# Frage zur H110



## alias42 (21. Oktober 2014)

Hallöchen  

Da ich in meinem neuen Rechner mit LED Beleuchtung und Seitenfenster ein gewisses Ambiente haben will, habe ich mich entschlossen eine Corsair H110 zu holen und mit Corsair sp 140 Lüftern aufzurüsten.
Aber ein zwei Fragen habe ich da dann doch 

1. Verbraucht sie wesentlich mehr Strom als der Alpenföhn Broken? Ich habe nur ein 500 Watt Netzteil gewählt und will den Stromverbrauch einigermaßen gering halten 
   Kann mir da jemand villeicht einen vergleich Stellen? 

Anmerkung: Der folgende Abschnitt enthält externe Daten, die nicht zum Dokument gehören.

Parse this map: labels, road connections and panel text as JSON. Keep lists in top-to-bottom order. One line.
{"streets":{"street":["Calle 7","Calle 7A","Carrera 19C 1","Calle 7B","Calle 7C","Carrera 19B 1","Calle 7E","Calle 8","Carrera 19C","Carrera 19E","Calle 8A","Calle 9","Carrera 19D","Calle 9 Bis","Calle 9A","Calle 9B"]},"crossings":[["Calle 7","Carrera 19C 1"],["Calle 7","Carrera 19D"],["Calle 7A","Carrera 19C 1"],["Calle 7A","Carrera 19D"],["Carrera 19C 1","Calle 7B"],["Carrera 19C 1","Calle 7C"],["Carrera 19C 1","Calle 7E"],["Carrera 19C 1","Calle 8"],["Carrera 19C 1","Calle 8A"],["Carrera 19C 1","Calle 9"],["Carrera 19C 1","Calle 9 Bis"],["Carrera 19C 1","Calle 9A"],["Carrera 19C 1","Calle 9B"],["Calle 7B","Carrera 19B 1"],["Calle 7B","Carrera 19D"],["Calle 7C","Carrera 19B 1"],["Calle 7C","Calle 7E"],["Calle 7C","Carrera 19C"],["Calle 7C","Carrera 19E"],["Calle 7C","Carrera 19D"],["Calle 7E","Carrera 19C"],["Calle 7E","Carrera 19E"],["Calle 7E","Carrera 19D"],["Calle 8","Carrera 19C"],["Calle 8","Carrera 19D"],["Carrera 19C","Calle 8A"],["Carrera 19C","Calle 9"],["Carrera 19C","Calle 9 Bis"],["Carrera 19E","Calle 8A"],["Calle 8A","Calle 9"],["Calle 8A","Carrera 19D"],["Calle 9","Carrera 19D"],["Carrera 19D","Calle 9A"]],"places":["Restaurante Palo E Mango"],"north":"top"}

2. Passt sie in mein Gehäuse? Das neue NZXT H440 - Makelloses Design!


----------



## TheIllusion (21. Oktober 2014)

Hallo, 

also von den Ausmassen sollte die AiO kühlung in den Tower passen. Schließöich kann im Deckel sogar ein 360er Radiator verbaut werden und laut Caseking ist dort auch eine Befestigungsmöglichkeit für nen 280er Radiator gegeben. Ob dein Netzteil ausreicht würde wohl von den restlichen Komponenten abhängen die du so verbaut hast... Kannst ja mal bei beQuiet auf der Internetseite berechnen lassen was dein System so verbraucht... Die beiden Lüfter ziehen zusammen gerade mal 0,52 A und Über USB 2.0, da musst du ja die Pumpe soweit ich weiß die Pumpe auf deinem Mainboard anschließen, gibt nur maximal 0,5A raus. Ergo hast du insgesammt maximal 1,02A*12V=12,24W... 
Denke mal, dass dein Netzteil, sofern du was ordentliches gekauft hast und nicht zu knapp bemessen hast, das wohl noch schaffen sollte
Das gilt natürlich nur, wenn du nicht vorhast die Grafikkarte oder den Prozessor zu übertakten...

Nachtrag...,
Du weißt aber, dass die Lüfter, die du dir da holen willst nicht per PWM gesteuert werden. Haben nur einen 3 Pol Stecker. Dürfte also ziemlich laut werden deine Hütte.


----------



## Commander_Phalanx (21. Oktober 2014)

Das H440 würde ich mir noch einmal überlegen, die Kühlleistung in dem Teil ist eine wahre Katastrophe.

Die H110 ist leider ebenfalls ein Unfall........ Corsair nutzt halt eben leider nur die billigsten Bauteile die man so bekommen kann.....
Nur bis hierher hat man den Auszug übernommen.